Only one thing could suck worse than getting my monthly "friend" on Kaelen's 5 month angelversary... finding out that another friend of mine that had her beautiful healthy baby around the same time as Kaelen is pregnant... and I'm not... I'm not going to lie and say I'm happy for her... I'm pissed right off that I'm not pregnant and she is... I hate being mad that someone else has been given the gift of a life but I'm mad... it's not fair one frickin' bit... so there we are... I'm mad... and that's my post for the day!!
I love you baby boy... it's just not fair that you're not here so Mommy needs to be angry today, at everything and nothing all at once... Lotsa hugz and kisses little one... I miss you.
4 comments:
Go ahead and be angry, you're entitled to it. I'm angry with you and for you...it's just so damn unfair Lareina. Thinking of your precious son today and sending you my love.

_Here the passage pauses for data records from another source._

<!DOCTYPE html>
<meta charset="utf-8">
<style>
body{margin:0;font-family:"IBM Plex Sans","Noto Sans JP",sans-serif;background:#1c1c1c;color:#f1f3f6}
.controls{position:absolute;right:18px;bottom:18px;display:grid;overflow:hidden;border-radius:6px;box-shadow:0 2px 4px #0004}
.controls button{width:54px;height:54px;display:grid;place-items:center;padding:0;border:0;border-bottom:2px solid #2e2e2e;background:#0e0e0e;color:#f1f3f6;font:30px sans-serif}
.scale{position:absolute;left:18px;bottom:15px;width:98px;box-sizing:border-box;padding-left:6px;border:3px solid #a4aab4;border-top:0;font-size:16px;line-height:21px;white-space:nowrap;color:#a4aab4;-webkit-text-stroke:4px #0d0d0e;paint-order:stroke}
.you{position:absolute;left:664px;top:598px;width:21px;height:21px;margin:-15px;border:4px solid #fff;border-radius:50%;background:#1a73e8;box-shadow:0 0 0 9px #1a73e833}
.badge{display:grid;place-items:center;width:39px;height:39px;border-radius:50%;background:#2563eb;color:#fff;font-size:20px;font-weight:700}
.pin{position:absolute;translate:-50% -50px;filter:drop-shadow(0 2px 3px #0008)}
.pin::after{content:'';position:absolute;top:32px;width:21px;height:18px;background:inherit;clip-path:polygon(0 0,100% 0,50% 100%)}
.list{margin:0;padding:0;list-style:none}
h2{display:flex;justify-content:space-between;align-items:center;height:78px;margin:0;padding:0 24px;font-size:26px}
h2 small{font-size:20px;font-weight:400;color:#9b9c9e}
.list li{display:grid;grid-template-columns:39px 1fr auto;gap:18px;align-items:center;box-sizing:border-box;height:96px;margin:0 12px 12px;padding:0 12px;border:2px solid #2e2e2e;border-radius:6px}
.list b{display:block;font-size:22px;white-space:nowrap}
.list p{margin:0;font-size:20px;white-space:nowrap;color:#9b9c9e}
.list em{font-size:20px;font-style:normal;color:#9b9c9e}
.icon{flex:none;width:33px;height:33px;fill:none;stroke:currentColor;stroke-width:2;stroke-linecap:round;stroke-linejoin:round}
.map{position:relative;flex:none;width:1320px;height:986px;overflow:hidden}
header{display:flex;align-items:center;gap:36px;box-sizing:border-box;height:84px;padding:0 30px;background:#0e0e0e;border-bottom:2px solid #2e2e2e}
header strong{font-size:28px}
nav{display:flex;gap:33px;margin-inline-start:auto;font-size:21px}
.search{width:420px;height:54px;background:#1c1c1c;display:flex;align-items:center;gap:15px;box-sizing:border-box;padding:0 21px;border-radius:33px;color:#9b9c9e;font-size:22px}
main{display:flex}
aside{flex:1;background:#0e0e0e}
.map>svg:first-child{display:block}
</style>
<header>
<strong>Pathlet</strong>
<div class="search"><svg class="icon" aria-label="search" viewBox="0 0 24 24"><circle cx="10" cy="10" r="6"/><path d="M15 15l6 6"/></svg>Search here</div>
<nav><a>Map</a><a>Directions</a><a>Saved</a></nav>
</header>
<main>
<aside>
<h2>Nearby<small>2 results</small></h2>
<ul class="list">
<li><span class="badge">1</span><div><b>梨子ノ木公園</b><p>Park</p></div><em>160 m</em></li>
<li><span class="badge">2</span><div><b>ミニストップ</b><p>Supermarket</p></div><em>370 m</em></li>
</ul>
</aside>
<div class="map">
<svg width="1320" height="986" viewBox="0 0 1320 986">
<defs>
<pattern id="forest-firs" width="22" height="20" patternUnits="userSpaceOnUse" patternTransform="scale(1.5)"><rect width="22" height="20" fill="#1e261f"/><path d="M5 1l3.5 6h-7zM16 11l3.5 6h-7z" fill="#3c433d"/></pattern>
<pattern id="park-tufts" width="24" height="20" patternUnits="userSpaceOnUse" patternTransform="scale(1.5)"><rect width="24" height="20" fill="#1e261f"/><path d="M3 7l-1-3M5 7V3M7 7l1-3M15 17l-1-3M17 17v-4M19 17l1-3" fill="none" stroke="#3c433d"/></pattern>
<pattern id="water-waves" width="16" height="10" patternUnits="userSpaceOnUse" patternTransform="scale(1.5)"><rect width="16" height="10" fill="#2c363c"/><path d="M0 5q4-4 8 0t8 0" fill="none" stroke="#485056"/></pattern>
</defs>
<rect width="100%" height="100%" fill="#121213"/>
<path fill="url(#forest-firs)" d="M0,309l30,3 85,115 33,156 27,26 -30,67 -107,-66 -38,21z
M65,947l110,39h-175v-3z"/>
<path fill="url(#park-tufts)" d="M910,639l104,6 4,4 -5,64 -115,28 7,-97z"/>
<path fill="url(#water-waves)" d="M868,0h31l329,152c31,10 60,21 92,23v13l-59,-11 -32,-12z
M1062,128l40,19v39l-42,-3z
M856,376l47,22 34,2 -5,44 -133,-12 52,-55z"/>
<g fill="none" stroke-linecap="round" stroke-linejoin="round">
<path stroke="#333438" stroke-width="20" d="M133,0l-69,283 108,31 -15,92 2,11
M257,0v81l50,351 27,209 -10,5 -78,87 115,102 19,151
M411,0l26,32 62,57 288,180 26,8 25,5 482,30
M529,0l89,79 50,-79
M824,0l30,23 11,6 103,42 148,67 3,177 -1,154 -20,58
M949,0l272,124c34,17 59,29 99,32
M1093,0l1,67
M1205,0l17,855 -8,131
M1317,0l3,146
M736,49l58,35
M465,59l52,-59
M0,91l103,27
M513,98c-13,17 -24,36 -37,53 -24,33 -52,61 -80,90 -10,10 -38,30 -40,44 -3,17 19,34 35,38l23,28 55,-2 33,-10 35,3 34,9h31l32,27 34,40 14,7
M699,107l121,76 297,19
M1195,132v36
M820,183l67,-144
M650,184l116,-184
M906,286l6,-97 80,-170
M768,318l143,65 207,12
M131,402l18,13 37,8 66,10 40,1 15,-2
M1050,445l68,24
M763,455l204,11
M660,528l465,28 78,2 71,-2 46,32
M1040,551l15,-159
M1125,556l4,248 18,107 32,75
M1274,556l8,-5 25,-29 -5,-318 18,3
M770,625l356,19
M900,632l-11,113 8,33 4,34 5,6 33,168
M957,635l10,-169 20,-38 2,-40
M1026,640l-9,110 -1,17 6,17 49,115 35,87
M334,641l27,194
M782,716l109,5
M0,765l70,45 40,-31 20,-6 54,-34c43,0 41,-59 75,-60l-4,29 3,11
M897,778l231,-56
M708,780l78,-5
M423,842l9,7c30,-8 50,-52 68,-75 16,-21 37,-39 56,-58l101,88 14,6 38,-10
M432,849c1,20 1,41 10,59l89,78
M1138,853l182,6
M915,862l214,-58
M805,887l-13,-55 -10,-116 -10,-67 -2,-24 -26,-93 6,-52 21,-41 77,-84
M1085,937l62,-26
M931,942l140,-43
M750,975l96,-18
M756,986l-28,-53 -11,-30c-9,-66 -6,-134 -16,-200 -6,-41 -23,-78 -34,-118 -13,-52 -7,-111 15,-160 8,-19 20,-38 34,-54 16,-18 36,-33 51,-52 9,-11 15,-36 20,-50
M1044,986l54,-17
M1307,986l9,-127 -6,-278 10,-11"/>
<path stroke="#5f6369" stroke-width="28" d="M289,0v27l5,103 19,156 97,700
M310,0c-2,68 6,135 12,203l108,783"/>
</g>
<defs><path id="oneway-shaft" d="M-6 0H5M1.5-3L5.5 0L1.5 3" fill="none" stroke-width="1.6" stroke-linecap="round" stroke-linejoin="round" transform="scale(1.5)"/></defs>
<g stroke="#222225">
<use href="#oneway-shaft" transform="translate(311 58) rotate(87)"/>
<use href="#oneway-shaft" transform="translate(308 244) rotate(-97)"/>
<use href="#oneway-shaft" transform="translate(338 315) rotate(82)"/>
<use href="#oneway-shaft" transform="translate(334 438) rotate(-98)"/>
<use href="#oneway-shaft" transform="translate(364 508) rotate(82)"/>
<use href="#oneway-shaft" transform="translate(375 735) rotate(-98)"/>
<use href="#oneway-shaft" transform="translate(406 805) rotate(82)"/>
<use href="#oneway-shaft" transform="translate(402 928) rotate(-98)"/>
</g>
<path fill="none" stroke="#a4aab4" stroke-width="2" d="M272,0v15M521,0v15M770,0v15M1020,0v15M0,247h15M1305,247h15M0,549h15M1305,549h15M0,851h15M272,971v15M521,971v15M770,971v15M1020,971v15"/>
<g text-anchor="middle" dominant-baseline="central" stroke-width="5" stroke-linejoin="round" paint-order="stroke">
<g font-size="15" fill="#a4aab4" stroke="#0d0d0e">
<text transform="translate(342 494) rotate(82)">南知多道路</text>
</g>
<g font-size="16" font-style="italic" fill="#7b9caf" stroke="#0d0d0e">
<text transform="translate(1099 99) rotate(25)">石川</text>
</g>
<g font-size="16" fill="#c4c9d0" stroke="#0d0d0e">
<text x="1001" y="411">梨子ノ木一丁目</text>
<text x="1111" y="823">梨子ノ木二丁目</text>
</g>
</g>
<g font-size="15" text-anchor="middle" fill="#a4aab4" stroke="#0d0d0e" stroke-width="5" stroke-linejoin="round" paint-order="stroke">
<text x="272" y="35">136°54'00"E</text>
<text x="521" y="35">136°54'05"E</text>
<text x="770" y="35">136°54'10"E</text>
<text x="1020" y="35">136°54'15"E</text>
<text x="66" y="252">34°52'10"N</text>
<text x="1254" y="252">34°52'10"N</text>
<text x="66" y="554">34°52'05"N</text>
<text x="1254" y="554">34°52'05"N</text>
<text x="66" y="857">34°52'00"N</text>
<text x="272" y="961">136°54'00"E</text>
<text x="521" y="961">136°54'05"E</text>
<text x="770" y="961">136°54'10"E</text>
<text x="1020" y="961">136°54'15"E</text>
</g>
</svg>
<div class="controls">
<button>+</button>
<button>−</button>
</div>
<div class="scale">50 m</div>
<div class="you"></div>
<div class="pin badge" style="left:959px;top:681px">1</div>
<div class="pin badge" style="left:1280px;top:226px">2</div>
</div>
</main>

Oh man!!!! I'm angry right there with you! It's so frustrating when it seems so damn easy for others who have never experienced what we have. So unfair, so ...annoying. And at the same time it makes you even more upset when you're upset because it makes you feel like a bad person! Be angry, let it out. you are allowed. Thinking of you lots today. (((HUGS)))
No it's not fair. Absolutely nothing about this is fair. My co-worker went for her anatomy scan this afternoon while I sat in the basement of the RAH and cried for my LO.